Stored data
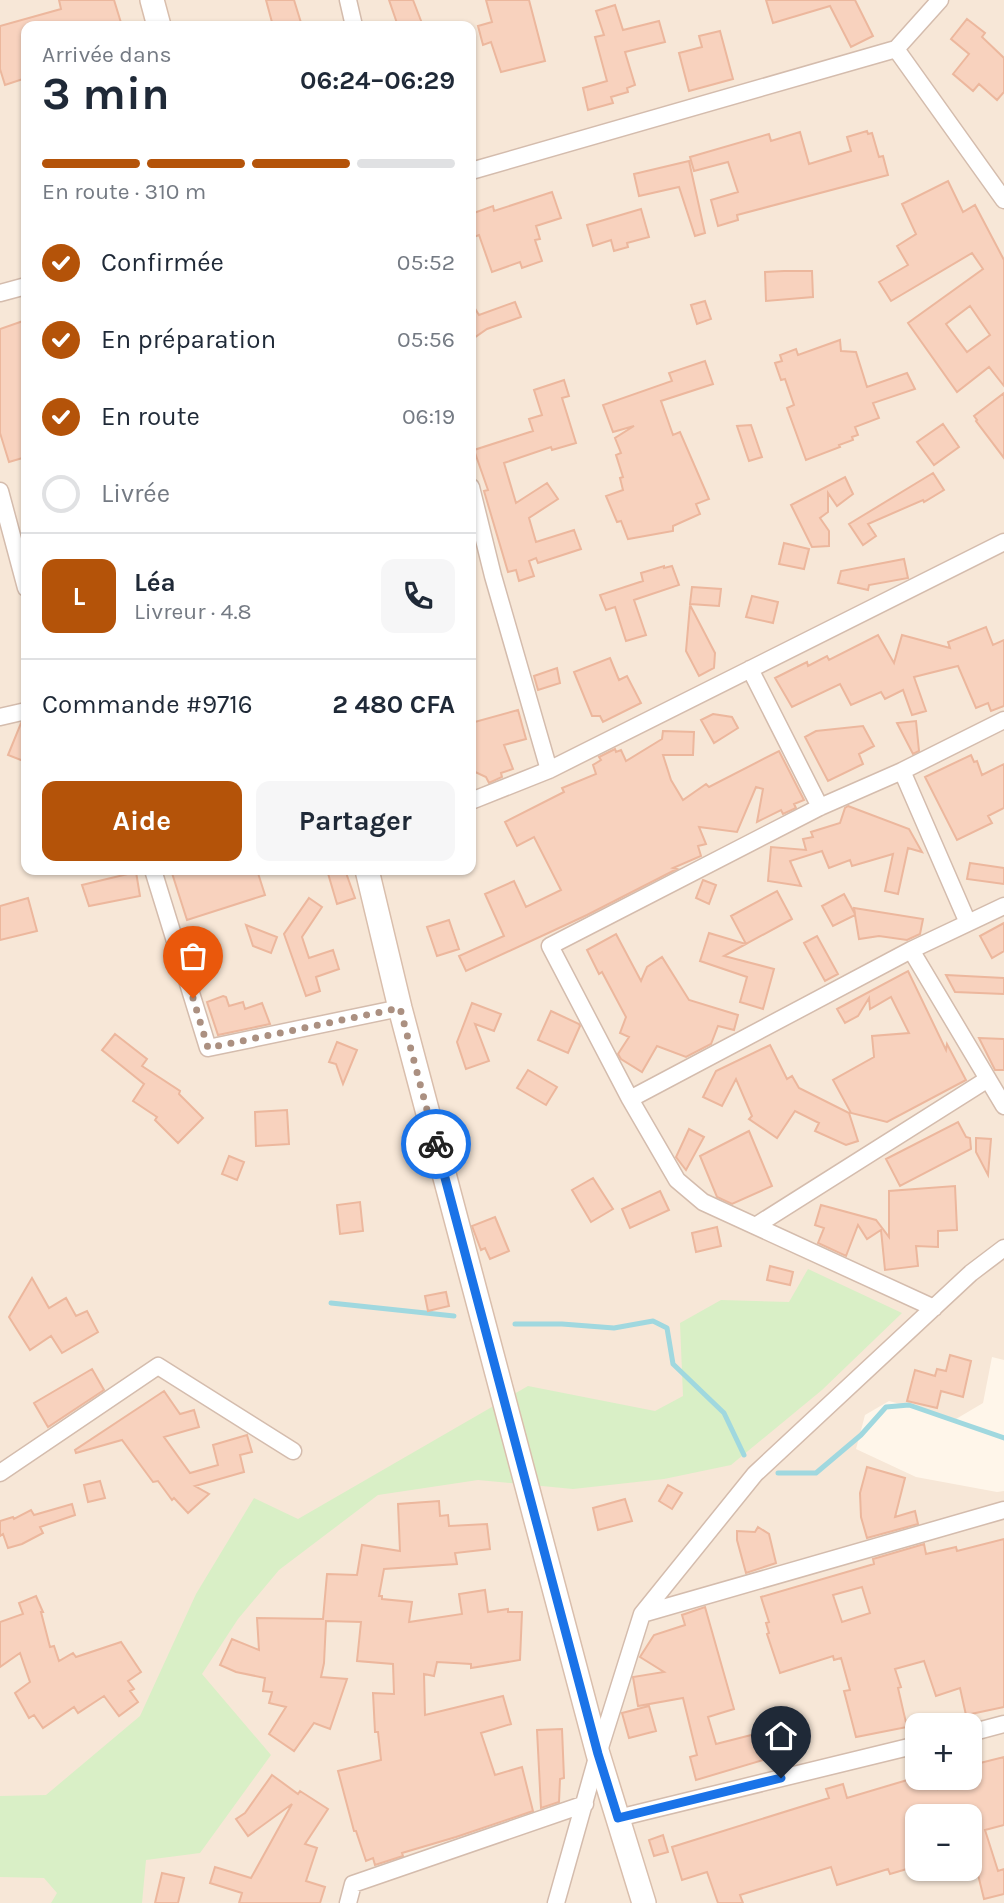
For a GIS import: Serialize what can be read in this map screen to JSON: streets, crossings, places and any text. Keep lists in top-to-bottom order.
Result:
{
  "page": {
    "heading": ["3 min", "Arrivée dans", "06:24–06:29"],
    "panel": [
      "Léa",
      "Livreur · 4.8",
      "Commande #9716",
      "2 480 CFA"
    ],
    "bar": "En route · 310 m",
    "list": [
      ["Confirmée", "05:52"],
      ["En préparation", "05:56"],
      ["En route", "06:19"],
      "Livrée"
    ],
    "round": "L",
    "buttons": ["Aide", "Partager"],
    "map_buttons": ["+", "−"]
  }
}
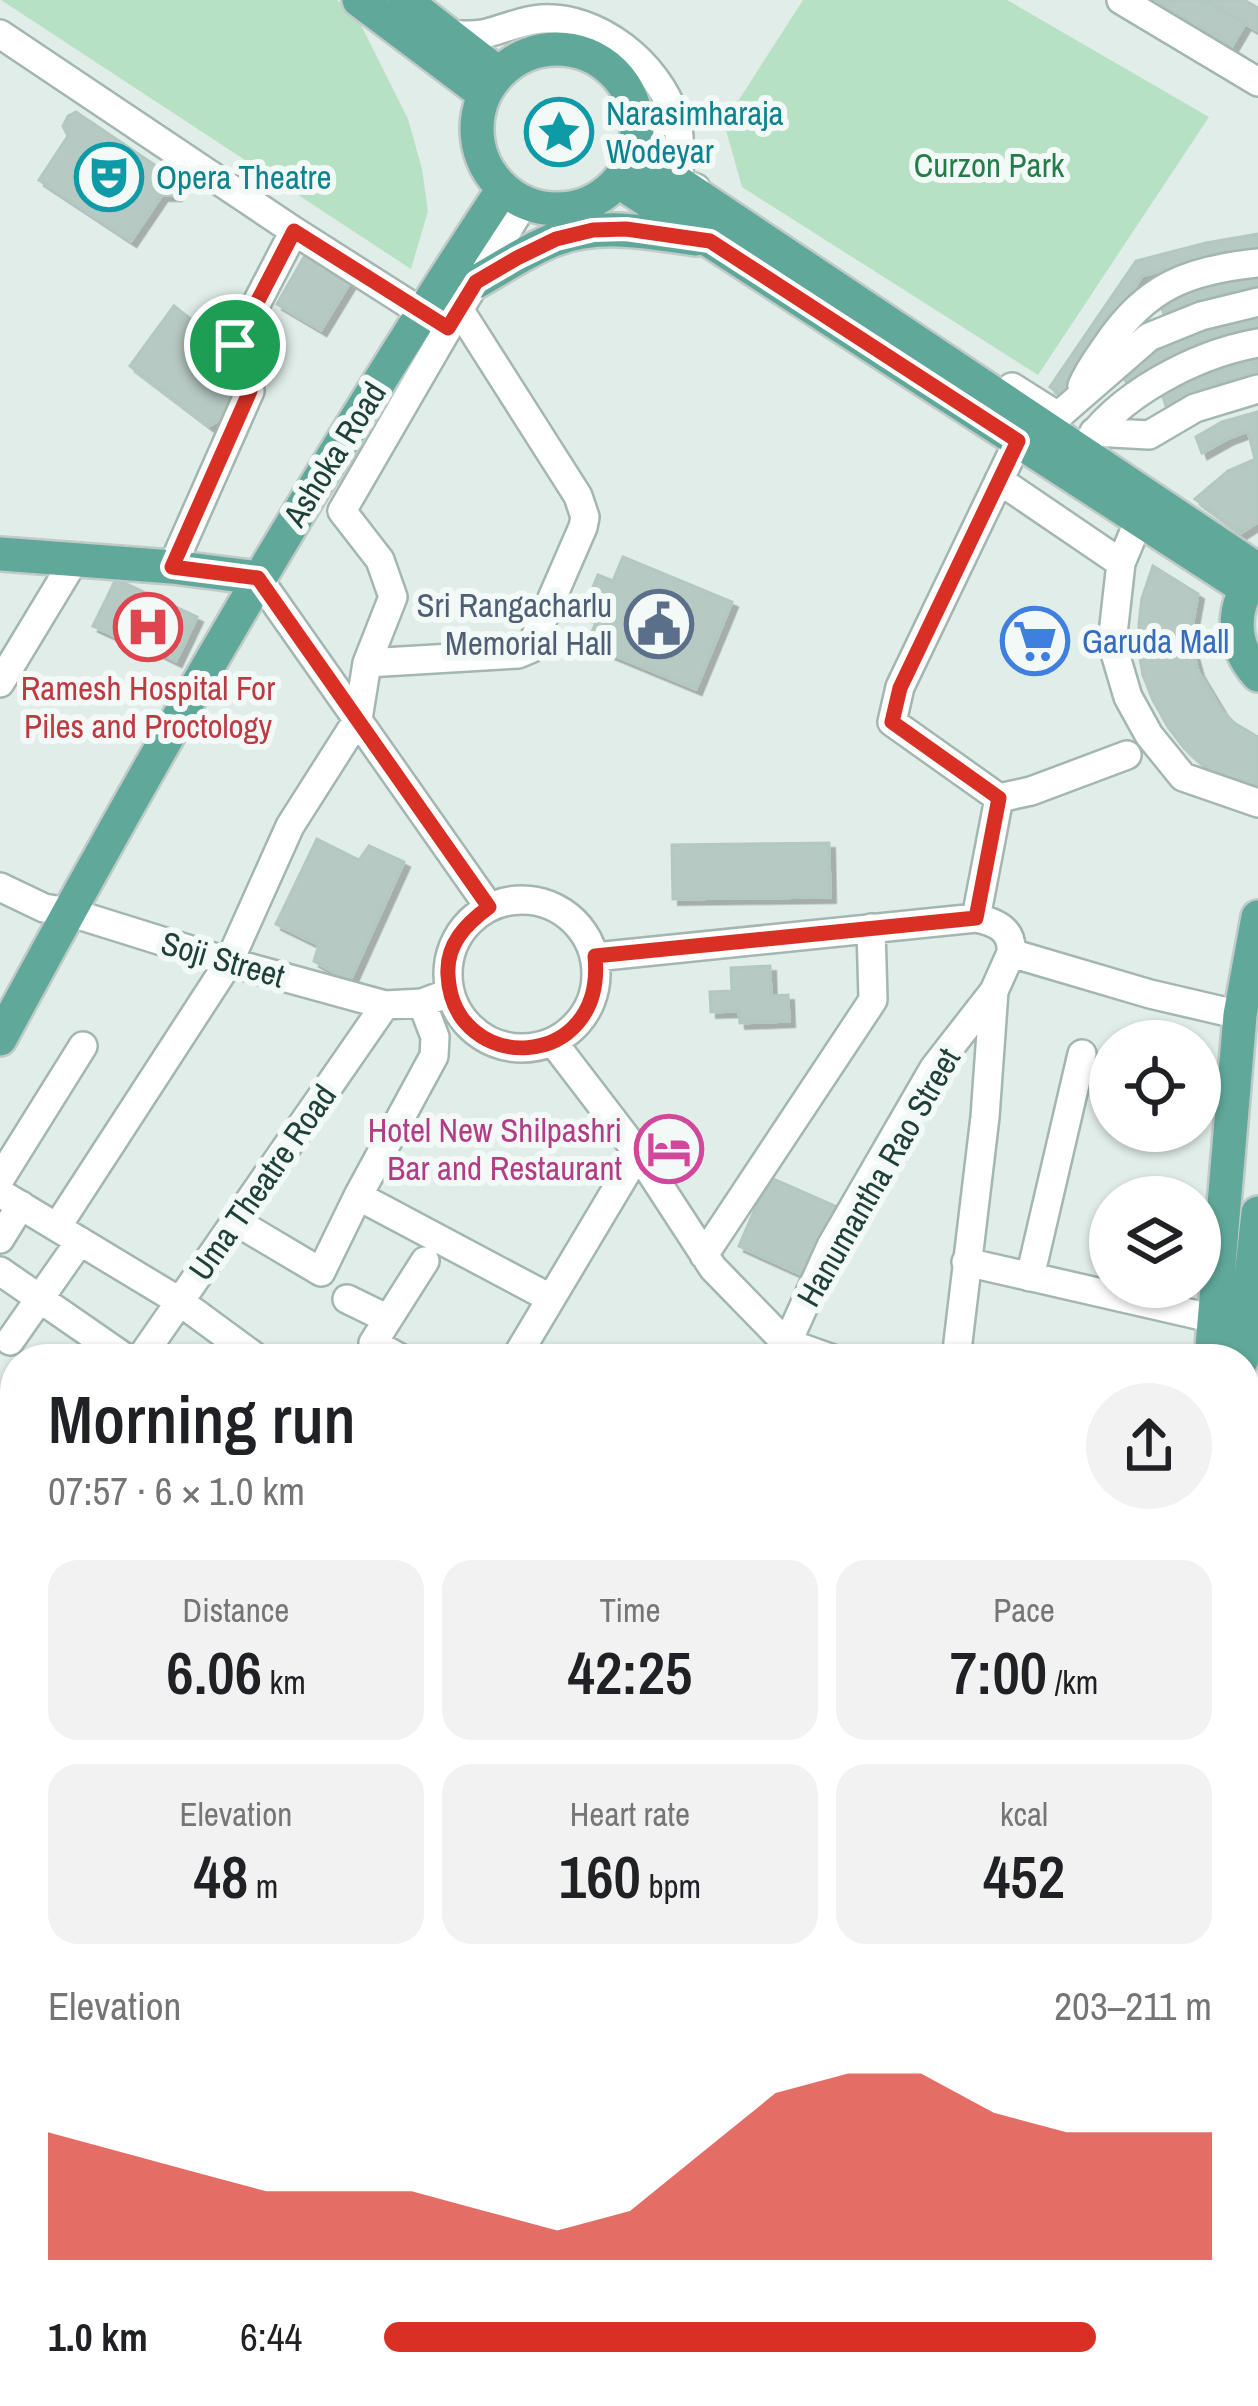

### [Instructions for the task]
Please retype every record shown above, exactly as written, but without pictures.

### [Expected answer]
For a GIS import: Serialize what can be read in this map screen to JSON: streets, crossings, places and any text. Keep lists in top-to-bottom order.
Result:
{
  "page": {
    "heading": ["3 min", "Arrivée dans", "06:24–06:29"],
    "panel": [
      "Léa",
      "Livreur · 4.8",
      "Commande #9716",
      "2 480 CFA"
    ],
    "bar": "En route · 310 m",
    "list": [
      ["Confirmée", "05:52"],
      ["En préparation", "05:56"],
      ["En route", "06:19"],
      "Livrée"
    ],
    "round": "L",
    "buttons": ["Aide", "Partager"],
    "map_buttons": ["+", "−"]
  }
}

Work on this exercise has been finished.